The class was built with an eye towards future long distance electrification with the idea of a single class that could be used interchangeably between the present and future AC electrified zones and the DC electrified zone in New York City. The PRR also used the L5 order to try out electrical equipment manufacturers other than Westinghouse, which had provided the propulsion equipment for both the DD1 and FF1 classes.

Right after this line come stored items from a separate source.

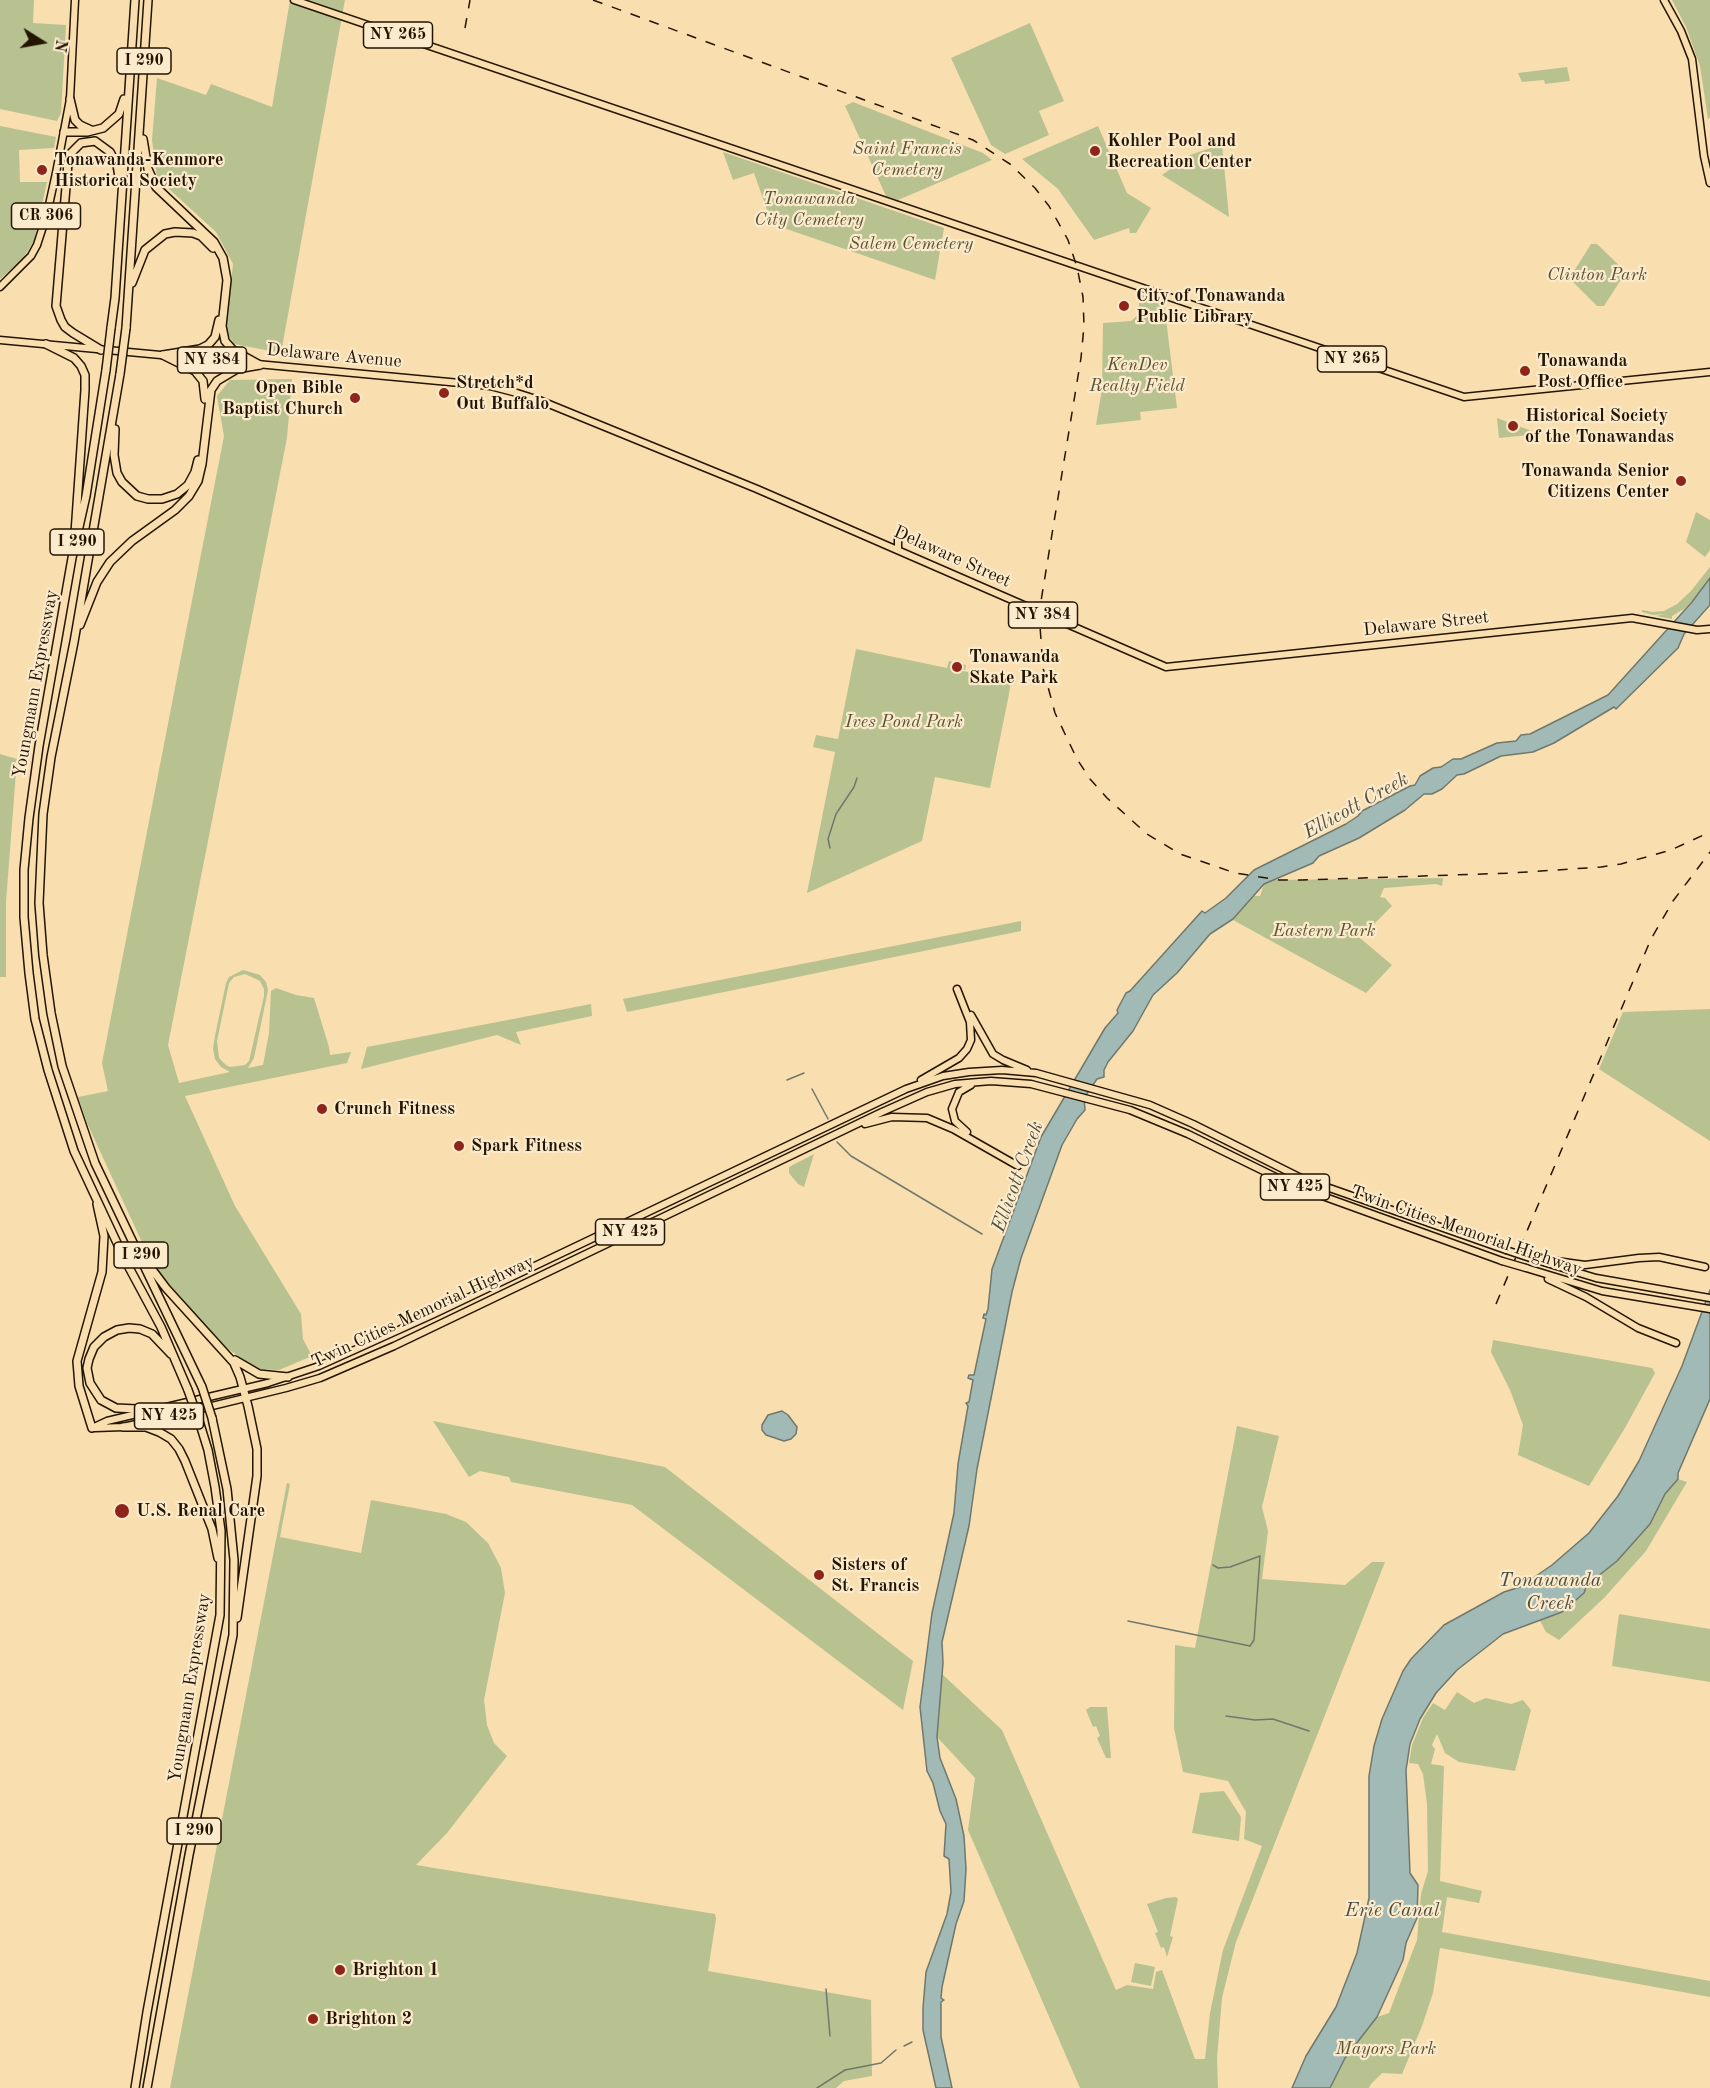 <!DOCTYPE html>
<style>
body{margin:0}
#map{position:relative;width:1710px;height:2088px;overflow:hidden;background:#f9deaf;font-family:"Old Standard TT",serif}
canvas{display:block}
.north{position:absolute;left:12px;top:12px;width:60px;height:60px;-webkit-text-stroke:4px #fbeacb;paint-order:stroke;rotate:101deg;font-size:16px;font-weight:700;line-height:24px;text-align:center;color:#241501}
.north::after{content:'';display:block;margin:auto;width:21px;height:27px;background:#241501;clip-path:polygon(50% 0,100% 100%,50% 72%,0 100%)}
</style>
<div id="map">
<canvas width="1710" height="2088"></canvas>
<div class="north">N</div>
</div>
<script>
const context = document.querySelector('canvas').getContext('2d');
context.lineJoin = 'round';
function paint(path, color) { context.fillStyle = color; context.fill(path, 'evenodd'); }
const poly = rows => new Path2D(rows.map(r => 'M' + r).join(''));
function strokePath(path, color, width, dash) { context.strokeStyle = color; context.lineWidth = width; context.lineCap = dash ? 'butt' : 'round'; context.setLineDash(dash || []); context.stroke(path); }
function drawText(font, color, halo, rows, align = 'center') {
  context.font = font + ' "Old Standard TT",serif'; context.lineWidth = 4.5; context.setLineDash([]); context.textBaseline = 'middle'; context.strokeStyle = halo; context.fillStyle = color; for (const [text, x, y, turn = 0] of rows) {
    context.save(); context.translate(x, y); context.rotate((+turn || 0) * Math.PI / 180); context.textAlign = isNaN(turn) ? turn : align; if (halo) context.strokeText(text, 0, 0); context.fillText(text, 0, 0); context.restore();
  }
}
const green = poly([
 [0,0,34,0,33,23,66,25,61,113,57,121,0,109],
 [290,0,345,0,281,353,234,344,226,331,233,264,216,232,157,178,152,140,157,78,206,95,211,84,272,107],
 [1672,0,1710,0,1710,118,1708,119,1700,66,1686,27],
 [1030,23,1064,101,1039,111,1049,135,1005,154,991,145,951,58],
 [1567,67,1570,81,1545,84,1544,80,1522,82,1518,73],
 [853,102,983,153,992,160,898,200,886,196,845,106],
 [0,126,56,137,54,148,19,150,20,182,47,182,34,241,21,261,0,279],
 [1098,126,1127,193,1151,208,1136,233,1130,233,1129,228,1094,240,1058,189,1022,159],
 [1222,144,1229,217,1162,175,1190,155],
 [723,152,944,228,935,280,772,224,754,173,733,180],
 [1591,244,1597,244,1624,270,1624,275,1604,306,1597,306,1571,280,1571,276],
 [1139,294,1164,303,1177,408,1140,412,1141,420,1096,425,1102,389,1103,323,1131,321,1139,314],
 [292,379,287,438,168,1045,179,1083,230,1072,221,1067,215,1059,213,1049,215,1036,226,983,229,977,243,970,260,975,266,982,268,990,254,1058,248,1068,263,1065,269,1033,271,991,276,988,296,995,314,998,329,1047,330,1055,351,1052,347,1063,185,1096,235,1206,301,1314,303,1339,312,1356,279,1370,257,1369,228,1349,163,1280,148,1255,128,1212,87,1123,78,1097,108,1091,102,1063,224,436,217,396,230,380],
 [245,974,260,981,264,989,264,996,249,1061,245,1065,230,1067,226,1065,219,1058,217,1041,229,983,234,977],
 [1497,418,1540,434,1499,438],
 [1696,512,1710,520,1710,550,1705,557,1686,542],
 [1710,567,1710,578,1699,594,1684,609,1672,616,1672,619,1656,616,1665,614,1653,615,1642,612,1642,610,1653,612,1664,611,1677,604,1691,591],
 [856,649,947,668,949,661,966,665,965,670,958,670,1011,681,1009,694,990,788,935,777,922,841,807,893,835,752,813,747,816,735,838,739],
 [0,754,17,759,6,902,6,977,0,977],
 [1443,878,1442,886,1436,884,1384,888,1380,897,1385,898,1392,906,1360,938,1392,965,1366,993,1233,920,1252,896,1260,896,1264,884,1273,880],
 [1021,921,1021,931,627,1012,623,999],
 [591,1004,592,1016,516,1032,521,1045,497,1035,361,1069,367,1047],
 [1710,1009,1710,1141,1599,1069,1623,1012],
 [814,1154,804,1187,798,1184,789,1173,789,1167],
 [1493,1340,1652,1368,1655,1373,1625,1428,1589,1486,1518,1455,1523,1425,1510,1390,1491,1352],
 [433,1421,665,1467,913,1661,903,1710,632,1505,511,1482,509,1477,480,1471,469,1477],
 [1237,1426,1279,1436,1262,1507,1268,1531,1262,1579,1345,1585,1372,1562,1385,1562,1236,1942,1222,1998,1217,2058,1218,2088,1080,2088,968,1830,975,1778,937,1737,942,1674,1002,1730,1116,1990,1127,1985,1153,1989,1156,1972,1162,1970,1195,2059,1205,2059,1210,2013,1223,1950,1262,1846,1244,1839,1246,1812,1228,1781,1183,1772,1174,1728,1175,1645,1195,1648],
 [1678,1479,1687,1482,1646,1551,1604,1598,1559,1640,1546,1632,1539,1619,1562,1612,1586,1585,1617,1561,1650,1524,1665,1494],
 [287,1483,290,1484,280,1537,361,1553,371,1500,446,1514,466,1522,488,1543,501,1568,505,1593,484,1700,487,1725,494,1743,507,1756,447,1833,416,1865,715,1914,716,1919,708,1971,871,2000,872,2076,844,2081,836,2088,170,2088],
 [1619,1614,1710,1629,1710,1682,1612,1666],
 [1457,1692,1474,1703,1486,1698,1511,1704,1523,1700,1531,1710,1515,1771,1459,1762,1445,1753,1437,1734,1432,1745,1435,1749,1431,1764,1444,1766,1440,1881,1482,1891,1479,1903,1447,1897,1442,1932,1710,1981,1710,1997,1440,1948,1433,1993,1422,2026,1402,2074,1382,2073,1371,2084,1369,2088,1330,2088,1345,2058,1377,2017,1389,2013,1417,1940,1421,1894,1428,1871,1427,1804,1423,1774,1418,1764,1409,1763,1412,1745,1423,1718,1433,1703,1445,1710],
 [1090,1707,1107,1707,1111,1758,1106,1758,1097,1738,1100,1736,1096,1726,1093,1727,1086,1710],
 [1224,1791,1241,1817,1239,1841,1192,1833,1200,1793],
 [1176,1897,1178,1899,1170,1936,1173,1937,1167,1957,1164,1947,1161,1948,1155,1933,1158,1932,1147,1904,1166,1898],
 [1135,1963,1155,1967,1151,1986,1131,1982]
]);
const water = poly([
 [1710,578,1710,605,1684,634,1678,648,1616,709,1614,707,1554,743,1533,752,1501,756,1464,774,1457,775,1442,789,1432,794,1424,794,1405,810,1359,838,1319,856,1313,863,1264,884,1233,919,1210,934,1177,973,1153,995,1133,1031,1108,1062,1104,1070,1104,1077,1097,1079,1084,1098,1085,1110,1077,1119,1062,1145,1021,1258,1012,1292,977,1469,969,1526,942,1642,943,1663,937,1737,940,1758,956,1799,964,1836,966,1869,964,1901,956,1924,942,1987,941,1998,944,2000,941,2002,941,2037,952,2088,936,2088,923,2030,923,2008,926,1972,947,1914,951,1892,949,1859,944,1856,946,1824,940,1811,933,1783,927,1771,920,1707,932,1613,954,1513,958,1464,968,1406,966,1403,969,1402,973,1380,968,1378,969,1375,974,1375,986,1319,983,1318,984,1314,986,1315,988,1309,992,1269,1041,1137,1105,1028,1118,1013,1117,1010,1126,993,1130,991,1202,911,1205,913,1226,898,1254,870,1346,824,1358,816,1362,811,1410,786,1415,785,1420,776,1433,768,1441,767,1453,759,1461,759,1497,743,1516,741,1521,735,1530,734,1608,695,1692,602,1710,578],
 [1710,1290,1710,1399,1678,1473,1678,1479,1665,1494,1650,1524,1617,1561,1587,1585,1584,1593,1562,1612,1503,1634,1457,1670,1436,1693,1420,1719,1410,1744,1406,1770,1410,1873,1418,1885,1417,1918,1406,1943,1403,1960,1377,2017,1345,2058,1330,2088,1292,2088,1306,2056,1336,2007,1357,1953,1369,1898,1369,1776,1374,1746,1382,1719,1403,1671,1411,1659,1444,1625,1504,1592,1520,1587,1552,1565,1589,1533,1618,1496,1639,1461,1682,1366,1710,1290],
 [782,1411,788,1415,797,1427,796,1434,791,1439,784,1441,766,1435,762,1430,762,1425,768,1415,782,1411]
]);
const stream = poly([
 [830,848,828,839,836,814,854,787,857,778],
 [787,1080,804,1073],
 [812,1089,828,1119],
 [837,1142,851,1156,982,1234],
 [1128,1621,1250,1646,1254,1640,1260,1556,1230,1567,1218,1568,1213,1565],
 [1226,1716,1255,1720,1273,1719,1309,1731],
 [826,1989,830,2036],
 [904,2046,912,2042],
 [817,2088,845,2070,881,2063,896,2050]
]);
const major = poly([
 [294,0,1464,397,1710,372],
 [1664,0,1681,31,1692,59,1704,156,1710,183],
 [0,287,31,256,37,245,47,214,56,173,70,99,75,0],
 [0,340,460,383,490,386,517,393,539,400,757,489,1166,667,1632,618,1697,630,1710,629],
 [898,550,898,539,904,534],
 [971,1015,993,1054,1003,1060,1027,1070],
 [921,1080,959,1058,967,1049,971,1040,970,1022,957,989],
 [865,1124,892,1117,927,1118,953,1129,1018,1166],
 [967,1132,955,1121,952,1109,959,1092,971,1085],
 [1530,1258,1596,1278,1710,1298],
 [1549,1260,1585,1265,1639,1258,1659,1257,1705,1267],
 [1526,1268,1602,1291,1710,1309],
 [1548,1279,1586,1297,1638,1328,1676,1343],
 [92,1428,107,1421,268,1383,319,1366,434,1314,906,1089,943,1076,969,1072,1002,1070,1036,1073,1150,1105,1193,1124,1301,1178,1506,1250],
 [95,1428,123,1427,167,1417,286,1388,320,1378,394,1346,882,1112,927,1092,955,1084,991,1081,1031,1084,1130,1110,1188,1134,1292,1185,1502,1261]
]);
const highway = poly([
 [70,99,75,120,80,125,91,130],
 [64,132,87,132,103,128,119,114,124,99],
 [143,139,148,169,156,187,214,242,223,258,227,280,222,326,225,341,233,350,260,365],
 [132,283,145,250,165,234,175,232,193,233,201,236,213,248],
 [111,328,115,298,135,0],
 [126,328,148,0],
 [46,344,74,358,81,366,85,375,85,390,75,533],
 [101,350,73,333,65,327,61,320,56,306,68,163,71,153,81,143,95,141,110,152,117,165,119,177],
 [163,355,195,371,203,381,205,399],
 [163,355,200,349,208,345,215,337,219,320],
 [106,370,86,496,72,558,39,746,29,818,24,870,24,917,29,973,35,1019,48,1070,74,1151,125,1260,161,1327,188,1390],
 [120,374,74,642,51,757,43,814,39,903,43,955,51,1013,62,1066,95,1163,202,1387],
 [115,429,114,455,117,473,122,482,137,496,148,499,162,499,177,494,188,485,195,472,198,460],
 [80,625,97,582,110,562,132,541,175,510,189,496,198,481,202,464,211,390,217,381,237,369,260,365],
 [148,1264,166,1288,234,1363,240,1377,248,1406,257,1449,257,1476,237,1618],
 [235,1360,259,1374,288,1377],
 [157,1410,116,1408,101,1400,90,1383,87,1368,89,1359,94,1347,104,1337,117,1330,129,1328,140,1329,152,1334,171,1354],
 [123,1427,146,1427,159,1432,171,1439,179,1449,185,1461,212,1529,218,1558],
 [92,1428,79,1386,77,1361,102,1272,104,1236,97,1204],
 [135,2088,147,2012,220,1615,221,1531,215,1487,208,1450,199,1421],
 [147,2088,189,1855,233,1635,234,1560,227,1489,212,1418]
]);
const rail = poly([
 [593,0,973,140,1010,164,1035,188,1049,206,1068,240,1077,267,1083,297,1084,326,1081,358,1041,601,1040,626,1043,668,1055,713,1077,759,1090,779,1107,798,1147,834,1180,854,1235,873,1279,880,1302,880,1512,873,1601,867,1621,864,1671,850,1710,832],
 [465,28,470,0],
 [1496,1304,1651,939,1673,901,1710,852]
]);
const majorBridge = poly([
 [1506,1250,1530,1258],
 [1502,1261,1526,1268]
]);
const highwayBridge = poly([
 [106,370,111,328],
 [120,374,126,328],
 [202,1387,212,1418],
 [188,1390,199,1421]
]);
const markers = [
 [1095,151,6,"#8f2418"],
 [42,170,6,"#8f2418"],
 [1124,306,6,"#8f2418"],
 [1525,371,6,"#8f2418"],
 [444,393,6,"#8f2418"],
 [355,398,6,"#8f2418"],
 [1513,426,6,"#8f2418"],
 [1681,481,6,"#8f2418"],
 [957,667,6,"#8f2418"],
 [322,1109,6,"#8f2418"],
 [459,1146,6,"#8f2418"],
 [122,1511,8,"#8f2418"],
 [819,1575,6,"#8f2418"],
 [340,1970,6,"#8f2418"],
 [313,2019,6,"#8f2418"]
];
const shields = [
 [398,35,69],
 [144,61,54],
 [46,216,69],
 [1352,359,69],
 [212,360,69],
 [77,542,54],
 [1043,615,69],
 [1295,1187,69],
 [630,1232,69],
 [141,1255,54],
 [169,1416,69],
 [194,1831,54]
];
const shieldNames = [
 ["NY 265",398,35],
 ["I 290",144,61],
 ["CR 306",46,216],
 ["NY 265",1352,359],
 ["NY 384",212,360],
 ["I 290",77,542],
 ["NY 384",1043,615],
 ["NY 425",1295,1187],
 ["NY 425",630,1232],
 ["I 290",141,1255],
 ["NY 425",169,1416],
 ["I 290",194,1831]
];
const poiNames = [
 ["Kohler Pool and",1107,141],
 ["Recreation Center",1107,162],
 ["Tonawanda-Kenmore",54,160],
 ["Historical Society",54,181],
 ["City of Tonawanda",1136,296],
 ["Public Library",1136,317],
 ["Tonawanda",1537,361],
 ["Post Office",1537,382],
 ["Stretch*d",456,383],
 ["Out Buffalo",456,404],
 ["Open Bible",343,388,"right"],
 ["Baptist Church",343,409,"right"],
 ["Historical Society",1525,416],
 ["of the Tonawandas",1525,437],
 ["Tonawanda Senior",1669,471,"right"],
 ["Citizens Center",1669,492,"right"],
 ["Tonawanda",969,657],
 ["Skate Park",969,678],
 ["Crunch Fitness",334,1109],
 ["Spark Fitness",471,1146],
 ["U.S. Renal Care",136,1511],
 ["Sisters of",831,1565],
 ["St. Francis",831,1586],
 ["Brighton 1",352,1970],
 ["Brighton 2",325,2019]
];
const parkNames = [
 ["Saint Francis",907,149],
 ["Cemetery",907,170],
 ["Tonawanda",809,199],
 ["City Cemetery",809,220],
 ["Salem Cemetery",911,244],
 ["Clinton Park",1597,275],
 ["KenDev",1137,365],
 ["Realty Field",1137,386],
 ["Ives Pond Park",904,722],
 ["Eastern Park",1324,931],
 ["Mayors Park",1386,2049]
];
const streetNames = [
 ["Delaware Avenue",334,356,5],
 ["Delaware Street",952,557,24],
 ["Delaware Street",1426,624,-6],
 ["Youngmann Expressway",36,684,-80],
 ["Twin Cities Memorial Highway",1466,1231,19],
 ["Twin Cities Memorial Highway",423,1312,-25],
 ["Youngmann Expressway",190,1688,-81]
];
const waterNames = [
 ["Ellicott Creek",1356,806,-29],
 ["Ellicott Creek",1018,1177,-70],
 ["Tonawanda",1550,1581],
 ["Creek",1550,1604],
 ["Erie Canal",1392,1911]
];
paint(green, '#b8c290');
paint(water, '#a2bab5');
strokePath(water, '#70786d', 1.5);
strokePath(stream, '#70786d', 1.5);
strokePath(major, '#241501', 9);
strokePath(highway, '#241501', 10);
strokePath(major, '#f9deaf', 6);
strokePath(highway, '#f9deaf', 7);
strokePath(rail, '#241501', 1.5, [10, 10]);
strokePath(majorBridge, '#241501', 9, []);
strokePath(highwayBridge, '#241501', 10, []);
strokePath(majorBridge, '#f9deaf', 6);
strokePath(highwayBridge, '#f9deaf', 7);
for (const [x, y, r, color] of markers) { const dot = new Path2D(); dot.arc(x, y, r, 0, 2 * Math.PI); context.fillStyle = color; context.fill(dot); strokePath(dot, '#fbeacb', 2); }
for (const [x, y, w] of shields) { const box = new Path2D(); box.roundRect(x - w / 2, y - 13, w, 26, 4.5); context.fillStyle = '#fbeacb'; context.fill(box); strokePath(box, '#241501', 1.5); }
drawText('bold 16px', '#241501', null, shieldNames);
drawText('bold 18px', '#241501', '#fbeacb', poiNames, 'left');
drawText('italic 18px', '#585233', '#fbeacb', parkNames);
drawText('18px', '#241501', '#fbeacb', streetNames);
drawText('italic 20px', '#504f40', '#fbeacb', waterNames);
</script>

The original classes were to be simply L5 for the AC units and L5a for the DC units, but as the additional equipment suppliers were brought on the scheme changed to include the intended function (passenger), the current used and finally the electrical supplier. Westinghouse supplied the majority of the units with 1 L5Paw class and 12 L5pdw class. General Electric and Brown Boveri each supplied 6 classed L5pdg and L5pdb respectively.

The L5 was not as successful as the DD1 as the side rod electric locomotive concept proved to be unsuited to the demands of long distance electrification. Even in the existing short haul service the L5's long rigid wheelbase and poor weight distribution caused it to be withdrawn significantly before the older DD1s.